The fifth edition of Parliamentary Practice in British Columbia builds on the foundational work of E. George MacMinn, O.B.C., Q.C., who served as a Table Officer for 54 years and as Clerk of the Legislative Assembly from 1993 to 2011, and who authored the first four editions of the book. This new edition captures 12 years of developments in parliamentary practice in British Columbia.
The Legislative Assembly has been described as a practical or business-oriented institution with respect to procedural matters. Parliamentary Practice in British Columbia is evidence of this approach, focusing on the Legislative Assembly’s Standing Orders, their application and interpretation, and the experience of other legislative bodies with similar rules.
The fifth edition differs from earlier editions, which were organized numerically by Standing Order. The fifth edition is organized into 18 thematic chapters, with the Standing Orders, Practice Recommendations and pertinent excerpts from statutes featured throughout the supporting text. Content and commentary are significantly expanded, including new text on the roles and work of Members, the foundational elements of parliamentary procedure, voting and divisions, the legislative process, financial procedures and parliamentary privilege.

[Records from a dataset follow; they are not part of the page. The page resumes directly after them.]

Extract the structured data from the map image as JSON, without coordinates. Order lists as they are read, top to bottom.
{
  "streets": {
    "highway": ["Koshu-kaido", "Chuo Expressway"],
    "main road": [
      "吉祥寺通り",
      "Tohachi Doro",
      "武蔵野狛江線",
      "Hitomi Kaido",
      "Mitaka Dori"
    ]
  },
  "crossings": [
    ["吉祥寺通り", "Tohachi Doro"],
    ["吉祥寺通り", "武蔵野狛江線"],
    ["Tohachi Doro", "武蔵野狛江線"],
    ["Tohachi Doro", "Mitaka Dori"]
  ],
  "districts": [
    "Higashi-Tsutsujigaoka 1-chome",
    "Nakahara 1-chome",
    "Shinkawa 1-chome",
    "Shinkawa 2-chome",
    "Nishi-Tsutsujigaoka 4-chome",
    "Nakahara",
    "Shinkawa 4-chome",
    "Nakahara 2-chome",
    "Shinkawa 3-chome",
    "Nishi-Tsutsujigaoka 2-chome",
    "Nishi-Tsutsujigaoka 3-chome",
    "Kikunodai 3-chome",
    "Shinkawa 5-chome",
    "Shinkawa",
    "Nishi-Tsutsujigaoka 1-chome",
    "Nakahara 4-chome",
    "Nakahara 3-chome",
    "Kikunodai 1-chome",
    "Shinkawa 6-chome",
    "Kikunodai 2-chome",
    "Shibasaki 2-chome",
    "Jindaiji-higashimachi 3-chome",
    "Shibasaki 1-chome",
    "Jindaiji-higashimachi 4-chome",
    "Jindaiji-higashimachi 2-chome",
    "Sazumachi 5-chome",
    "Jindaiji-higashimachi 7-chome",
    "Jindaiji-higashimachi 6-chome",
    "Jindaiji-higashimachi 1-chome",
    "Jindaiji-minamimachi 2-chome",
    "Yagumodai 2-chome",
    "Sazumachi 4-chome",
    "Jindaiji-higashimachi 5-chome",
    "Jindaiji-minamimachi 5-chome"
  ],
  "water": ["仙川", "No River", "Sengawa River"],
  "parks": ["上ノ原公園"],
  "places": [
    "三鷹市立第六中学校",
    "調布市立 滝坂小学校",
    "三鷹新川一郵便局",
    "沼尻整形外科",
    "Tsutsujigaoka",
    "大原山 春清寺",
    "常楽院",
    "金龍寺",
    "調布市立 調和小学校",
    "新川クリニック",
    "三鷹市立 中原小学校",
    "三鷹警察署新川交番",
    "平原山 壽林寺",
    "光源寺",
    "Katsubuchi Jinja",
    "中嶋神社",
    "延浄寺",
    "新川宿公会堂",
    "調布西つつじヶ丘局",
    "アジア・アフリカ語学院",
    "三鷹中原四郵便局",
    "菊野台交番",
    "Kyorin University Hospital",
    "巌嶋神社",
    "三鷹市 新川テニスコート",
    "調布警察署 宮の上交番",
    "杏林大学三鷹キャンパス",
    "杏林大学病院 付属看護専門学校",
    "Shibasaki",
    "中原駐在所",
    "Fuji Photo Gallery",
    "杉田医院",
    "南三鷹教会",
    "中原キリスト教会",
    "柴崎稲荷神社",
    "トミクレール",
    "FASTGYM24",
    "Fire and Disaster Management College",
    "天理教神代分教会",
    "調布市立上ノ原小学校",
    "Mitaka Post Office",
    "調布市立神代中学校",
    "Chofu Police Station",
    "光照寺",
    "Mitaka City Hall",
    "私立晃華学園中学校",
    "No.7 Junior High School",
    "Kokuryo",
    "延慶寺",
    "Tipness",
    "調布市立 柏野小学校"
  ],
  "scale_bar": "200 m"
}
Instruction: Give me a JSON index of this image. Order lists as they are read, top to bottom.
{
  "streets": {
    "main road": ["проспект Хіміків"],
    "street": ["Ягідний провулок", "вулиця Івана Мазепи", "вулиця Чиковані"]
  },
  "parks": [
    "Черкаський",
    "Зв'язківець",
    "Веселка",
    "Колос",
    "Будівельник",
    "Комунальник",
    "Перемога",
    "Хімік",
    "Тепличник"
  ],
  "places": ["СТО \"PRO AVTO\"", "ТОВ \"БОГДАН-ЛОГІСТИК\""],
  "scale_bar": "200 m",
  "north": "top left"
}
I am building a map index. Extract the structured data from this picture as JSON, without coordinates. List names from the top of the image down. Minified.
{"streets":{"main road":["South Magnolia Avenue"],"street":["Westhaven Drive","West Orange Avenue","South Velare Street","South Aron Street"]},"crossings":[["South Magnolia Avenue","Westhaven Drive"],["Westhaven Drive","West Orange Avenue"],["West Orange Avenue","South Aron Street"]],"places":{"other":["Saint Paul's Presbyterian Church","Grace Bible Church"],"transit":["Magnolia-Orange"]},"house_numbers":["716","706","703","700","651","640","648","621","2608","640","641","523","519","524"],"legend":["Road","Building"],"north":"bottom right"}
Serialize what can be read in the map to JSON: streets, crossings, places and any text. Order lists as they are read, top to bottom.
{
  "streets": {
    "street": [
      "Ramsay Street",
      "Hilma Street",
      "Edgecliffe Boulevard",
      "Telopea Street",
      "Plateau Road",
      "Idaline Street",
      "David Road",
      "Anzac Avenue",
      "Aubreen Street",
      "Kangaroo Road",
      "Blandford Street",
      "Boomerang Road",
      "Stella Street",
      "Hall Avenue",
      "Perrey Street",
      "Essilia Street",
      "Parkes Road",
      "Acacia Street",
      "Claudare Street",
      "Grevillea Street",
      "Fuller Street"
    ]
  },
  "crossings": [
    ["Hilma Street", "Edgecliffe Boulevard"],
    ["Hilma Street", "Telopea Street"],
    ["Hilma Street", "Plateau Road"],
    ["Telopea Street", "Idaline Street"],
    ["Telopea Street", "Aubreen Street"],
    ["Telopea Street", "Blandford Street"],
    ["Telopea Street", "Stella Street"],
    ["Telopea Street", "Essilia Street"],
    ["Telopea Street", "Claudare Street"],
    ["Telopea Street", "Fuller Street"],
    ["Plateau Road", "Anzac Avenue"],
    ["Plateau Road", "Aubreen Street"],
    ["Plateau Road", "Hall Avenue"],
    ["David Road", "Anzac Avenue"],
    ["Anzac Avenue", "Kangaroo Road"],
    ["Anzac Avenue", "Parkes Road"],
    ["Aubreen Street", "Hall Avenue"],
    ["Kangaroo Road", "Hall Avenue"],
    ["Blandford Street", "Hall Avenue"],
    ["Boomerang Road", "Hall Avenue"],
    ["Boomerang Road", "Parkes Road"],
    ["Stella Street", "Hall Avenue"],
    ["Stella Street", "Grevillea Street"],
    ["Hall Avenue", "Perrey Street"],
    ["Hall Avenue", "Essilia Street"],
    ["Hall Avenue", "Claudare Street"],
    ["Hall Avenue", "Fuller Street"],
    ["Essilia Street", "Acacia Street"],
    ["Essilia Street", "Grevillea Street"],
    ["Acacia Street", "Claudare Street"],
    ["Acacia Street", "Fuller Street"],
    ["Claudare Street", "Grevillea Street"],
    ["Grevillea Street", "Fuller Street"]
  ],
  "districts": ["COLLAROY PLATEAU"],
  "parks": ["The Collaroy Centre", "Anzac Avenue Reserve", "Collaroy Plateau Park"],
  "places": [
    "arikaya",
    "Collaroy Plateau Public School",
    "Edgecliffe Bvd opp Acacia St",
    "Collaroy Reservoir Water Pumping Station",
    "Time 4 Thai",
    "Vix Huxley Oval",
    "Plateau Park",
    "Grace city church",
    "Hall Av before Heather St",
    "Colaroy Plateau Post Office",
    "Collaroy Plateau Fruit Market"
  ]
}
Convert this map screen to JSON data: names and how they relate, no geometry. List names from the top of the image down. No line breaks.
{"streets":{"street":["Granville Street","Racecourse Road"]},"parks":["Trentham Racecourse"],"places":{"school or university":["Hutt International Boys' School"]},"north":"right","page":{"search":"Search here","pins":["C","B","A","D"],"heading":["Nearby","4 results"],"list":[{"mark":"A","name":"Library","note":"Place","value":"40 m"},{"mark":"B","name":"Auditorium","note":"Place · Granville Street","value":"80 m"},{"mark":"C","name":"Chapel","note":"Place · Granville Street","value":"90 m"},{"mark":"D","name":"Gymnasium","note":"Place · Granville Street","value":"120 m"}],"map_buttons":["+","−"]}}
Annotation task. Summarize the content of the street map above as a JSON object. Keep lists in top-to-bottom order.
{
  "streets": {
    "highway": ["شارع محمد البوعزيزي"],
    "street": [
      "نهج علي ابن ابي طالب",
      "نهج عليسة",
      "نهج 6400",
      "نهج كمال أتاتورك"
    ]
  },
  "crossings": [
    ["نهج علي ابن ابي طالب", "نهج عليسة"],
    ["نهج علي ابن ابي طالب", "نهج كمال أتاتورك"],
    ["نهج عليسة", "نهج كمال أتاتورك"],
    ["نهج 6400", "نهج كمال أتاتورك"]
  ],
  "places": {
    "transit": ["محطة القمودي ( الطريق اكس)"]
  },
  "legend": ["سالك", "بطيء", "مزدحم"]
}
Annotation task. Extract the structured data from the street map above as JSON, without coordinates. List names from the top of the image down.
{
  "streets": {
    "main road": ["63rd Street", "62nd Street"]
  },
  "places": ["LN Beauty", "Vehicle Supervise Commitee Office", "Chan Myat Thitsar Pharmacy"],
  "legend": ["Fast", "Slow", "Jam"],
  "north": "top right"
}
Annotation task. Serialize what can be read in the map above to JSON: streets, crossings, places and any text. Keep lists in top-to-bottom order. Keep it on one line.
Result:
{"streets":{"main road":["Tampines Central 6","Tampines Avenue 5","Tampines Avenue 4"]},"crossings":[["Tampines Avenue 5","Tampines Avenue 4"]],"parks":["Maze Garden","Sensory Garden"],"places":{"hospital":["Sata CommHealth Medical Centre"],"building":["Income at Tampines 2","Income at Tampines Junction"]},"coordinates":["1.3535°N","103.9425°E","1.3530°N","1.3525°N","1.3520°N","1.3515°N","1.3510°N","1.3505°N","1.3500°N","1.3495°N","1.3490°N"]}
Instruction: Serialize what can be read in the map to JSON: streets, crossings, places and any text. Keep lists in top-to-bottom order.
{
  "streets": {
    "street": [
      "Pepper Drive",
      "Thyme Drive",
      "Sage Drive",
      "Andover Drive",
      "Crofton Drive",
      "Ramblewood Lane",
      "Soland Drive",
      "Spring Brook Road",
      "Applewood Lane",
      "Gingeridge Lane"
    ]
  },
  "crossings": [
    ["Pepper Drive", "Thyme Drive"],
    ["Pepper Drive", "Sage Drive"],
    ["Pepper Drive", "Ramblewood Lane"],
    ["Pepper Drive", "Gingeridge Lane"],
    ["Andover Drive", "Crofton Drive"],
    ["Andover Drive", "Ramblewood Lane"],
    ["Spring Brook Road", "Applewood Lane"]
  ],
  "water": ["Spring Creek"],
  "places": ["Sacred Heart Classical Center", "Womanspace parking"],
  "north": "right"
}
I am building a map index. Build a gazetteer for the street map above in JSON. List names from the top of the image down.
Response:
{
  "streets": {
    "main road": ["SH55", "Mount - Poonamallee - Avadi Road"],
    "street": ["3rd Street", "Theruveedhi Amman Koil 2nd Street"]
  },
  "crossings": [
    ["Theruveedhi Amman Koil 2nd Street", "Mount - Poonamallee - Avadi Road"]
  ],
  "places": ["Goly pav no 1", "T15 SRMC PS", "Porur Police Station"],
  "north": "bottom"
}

While the Legislative Assembly’s procedural operations are the focus of this book, there is also some insight into the administrative operations of the Assembly and the machinery that supports the work of elected representatives and the work of the democratic institution of Parliament. More comprehensive content, numbered sections, callouts with key information, an improved index and a modern design are hallmarks of this edition. It is my hope that these elements make the content more user-friendly and accessible to Members and all British Columbians.
British Columbia will mark 150 years as a province in 2021. The Standing Orders that have governed the Legislative Assembly’s proceedings have been updated over the years to reflect modernization of parliamentary practice and to meet Members’ expectations and changing social values. Fundamentally, the Standing Orders have enabled the Legislative Assembly to conduct its work effectively and in an organized manner; they allow the government of the day to carry out its agenda while also allowing the opposition to fulfill its important scrutiny role.
Since the publication of the last edition of this book in 2008, various Sessional Orders have been adopted, and several Standing Orders have been amended or added. This includes modification of the daily sitting times (Standing Orders 2 and 3), which were most recently changed in February 2014; a change in Standing Order 25 that provides for Routine Business, including Oral Question Period, to take place in the afternoon on Mondays and Wednesdays and in the morning on Tuesdays and Thursdays, made permanent in September 2017; a family-friendly amendment in March 2018 to Standing Order 23 that provides that infants in the care of a Member are permitted on the floor of the House; the addition of a new Standing Order 17A in March 2018 that solidifies Speakers’ directives on the use of electronic devices during parliamentary proceedings; the re-establishment of the Select Standing Committee on Agriculture, Fish and Food in April 2018 (Standing Order 68(1)); a modification to Standing Order 36 and the addition of a new Standing Order 17B in October 2019 that update dress guidelines and expectations for Members, to reflect the diversity of our province; and the modification of Standing Order 25 with a consequential amendment to Standing Order 17A in November 2019 to rename the proceeding of “Prayers” to “Prayers and Reflections.”
This edition also reflects changes in parliamentary practice, most of which derive from decisions of Speakers on the application of the Assembly’s rules and procedures. The spirit of cross-party consultation continues to influence the Legislative Assembly’s practices and operations, particularly since the 2017 provincial general election, which resulted in the first minority Parliament in British Columbia in over 60 years.
Since 1981, Speakers and Members have recognized Parliamentary Practice in British Columbia as the Legislative Assembly’s primary procedural authority. As Editor of the fifth edition, I trust that it will continue to serve as a useful reference tool for Members, Table Officers and staff. It is also my hope that this edition will contribute to further transparency and understanding of how the Legislative Assembly operates. The online availability of this book is a step toward ensuring greater accessibility to this public institution, which is of importance to all British Columbians.
The fifth edition is a true team effort and reflects the dedication and talents of many individuals. However, its production would not have been possible without my colleagues who served as Assistant Editors: Artour Sogomonian, Susan Sourial and Ron Wall. I am deeply indebted to this team for their editorial assistance, keen insight and ongoing support, which enabled us to bring the fifth edition to life. In particular, I commend Artour for his steadfast determination and many contributions, which were our driving force. I extend my sincere thanks to all who contributed to the fifth edition, and particularly those noted in the Acknowledgments.
I am also grateful to the Honourable Darryl Plecas, Speaker of the Legislative Assembly, and to all Members of the Legislative Assembly Management Committee, who supported the production of the fifth edition. A final note of personal appreciation goes to my family: Ken, Seamus, Megan and Molly — for their love and encouragement, always.